Problem details - When you restate the data, keep every word as it is and drop the images.

START Data provided

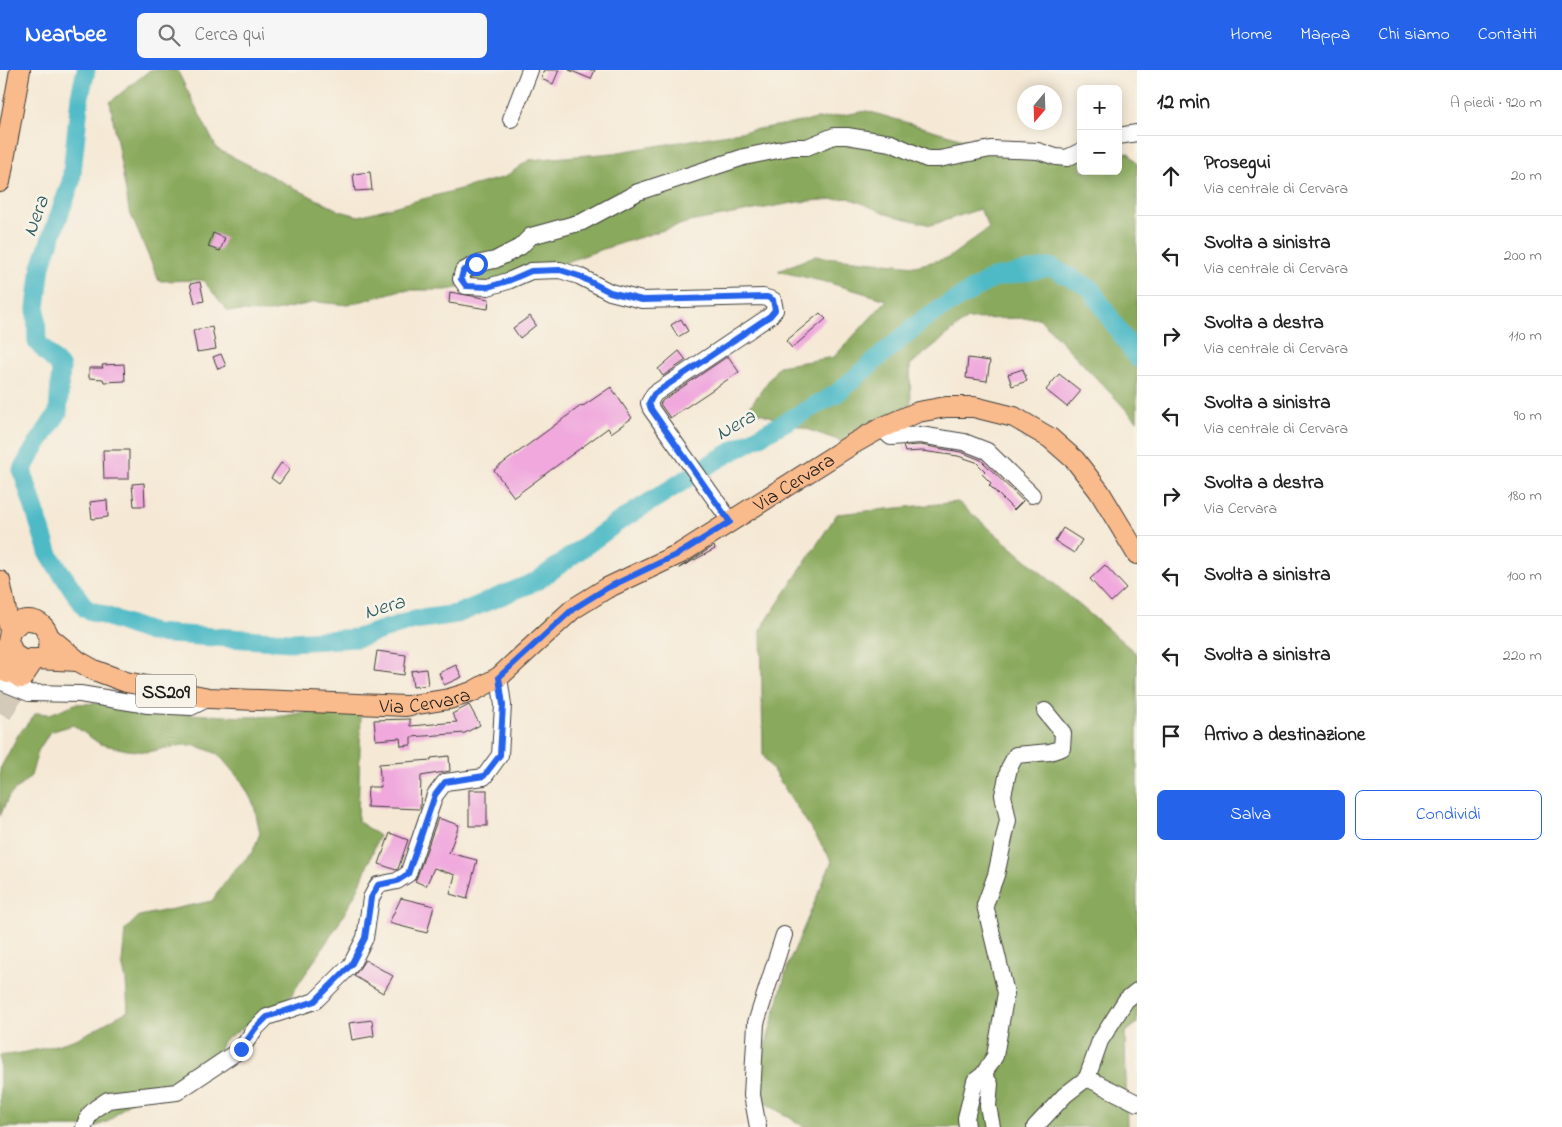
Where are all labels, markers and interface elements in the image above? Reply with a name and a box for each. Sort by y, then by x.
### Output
search box [137,13,487,58]
text: Nearbee [25,18,107,53]
icon: search [155,21,183,49]
text: Cerca qui [195,22,265,49]
text: Home [1230,22,1272,48]
text: Mappa [1300,22,1350,48]
text: Chi siamo [1378,22,1450,48]
text: Contatti [1478,22,1537,48]
north arrow [1017,85,1062,130]
map controls [1077,85,1122,175]
button: + [1077,85,1122,130]
text: 12 min [1157,88,1210,118]
text: A piedi · 920 m [1450,91,1542,115]
button: − [1077,130,1122,175]
text: Prosegui [1204,150,1271,177]
icon: ahead [1157,162,1185,190]
text: 20 m [1511,164,1542,188]
text: Via centrale di Cervara [1204,177,1348,201]
water label: Nera [16,191,58,241]
text: Svolta a sinistra [1204,230,1331,257]
icon: left [1157,242,1185,270]
text: 200 m [1504,244,1542,268]
route start [465,253,488,276]
text: Via centrale di Cervara [1204,257,1348,281]
text: Svolta a destra [1204,310,1324,337]
icon: right [1157,322,1185,350]
text: 110 m [1508,324,1542,348]
text: Via centrale di Cervara [1204,337,1348,361]
text: Svolta a sinistra [1204,390,1331,417]
water label: Nera [711,402,762,449]
icon: left [1157,402,1185,430]
text: 90 m [1514,404,1542,428]
text: Via centrale di Cervara [1204,417,1348,441]
street label: Via Cervara [748,447,841,521]
text: Svolta a destra [1204,470,1324,497]
icon: right [1157,482,1185,510]
text: 180 m [1508,484,1542,508]
text: Via Cervara [1204,497,1277,521]
icon: left [1157,562,1185,590]
text: Svolta a sinistra [1204,562,1331,589]
text: 100 m [1507,564,1542,588]
water label: Nera [360,587,409,628]
icon: left [1157,642,1185,670]
text: Svolta a sinistra [1204,642,1331,669]
text: 220 m [1503,644,1542,668]
road number: SS209 [136,674,196,708]
street label: Via Cervara [378,681,474,723]
icon: arrive [1157,722,1185,750]
text: Arrivo a destinazione [1204,722,1365,749]
button: Salva [1157,790,1345,840]
button: Condividi [1355,790,1542,840]
route end [230,1038,253,1061]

END Data provided

Answer space -
Where are all labels, markers and interface elements in the image above? Reply with a name and a box for each. Sort by y, then by x.
### Output
search box [137,13,487,58]
text: Nearbee [25,18,107,53]
icon: search [155,21,183,49]
text: Cerca qui [195,22,265,49]
text: Home [1230,22,1272,48]
text: Mappa [1300,22,1350,48]
text: Chi siamo [1378,22,1450,48]
text: Contatti [1478,22,1537,48]
north arrow [1017,85,1062,130]
map controls [1077,85,1122,175]
button: + [1077,85,1122,130]
text: 12 min [1157,88,1210,118]
text: A piedi · 920 m [1450,91,1542,115]
button: − [1077,130,1122,175]
text: Prosegui [1204,150,1271,177]
icon: ahead [1157,162,1185,190]
text: 20 m [1511,164,1542,188]
text: Via centrale di Cervara [1204,177,1348,201]
water label: Nera [16,191,58,241]
text: Svolta a sinistra [1204,230,1331,257]
icon: left [1157,242,1185,270]
text: 200 m [1504,244,1542,268]
route start [465,253,488,276]
text: Via centrale di Cervara [1204,257,1348,281]
text: Svolta a destra [1204,310,1324,337]
icon: right [1157,322,1185,350]
text: 110 m [1508,324,1542,348]
text: Via centrale di Cervara [1204,337,1348,361]
text: Svolta a sinistra [1204,390,1331,417]
water label: Nera [711,402,762,449]
icon: left [1157,402,1185,430]
text: 90 m [1514,404,1542,428]
text: Via centrale di Cervara [1204,417,1348,441]
street label: Via Cervara [748,447,841,521]
text: Svolta a destra [1204,470,1324,497]
icon: right [1157,482,1185,510]
text: 180 m [1508,484,1542,508]
text: Via Cervara [1204,497,1277,521]
icon: left [1157,562,1185,590]
text: Svolta a sinistra [1204,562,1331,589]
text: 100 m [1507,564,1542,588]
water label: Nera [360,587,409,628]
icon: left [1157,642,1185,670]
text: Svolta a sinistra [1204,642,1331,669]
text: 220 m [1503,644,1542,668]
road number: SS209 [136,674,196,708]
street label: Via Cervara [378,681,474,723]
icon: arrive [1157,722,1185,750]
text: Arrivo a destinazione [1204,722,1365,749]
button: Salva [1157,790,1345,840]
button: Condividi [1355,790,1542,840]
route end [230,1038,253,1061]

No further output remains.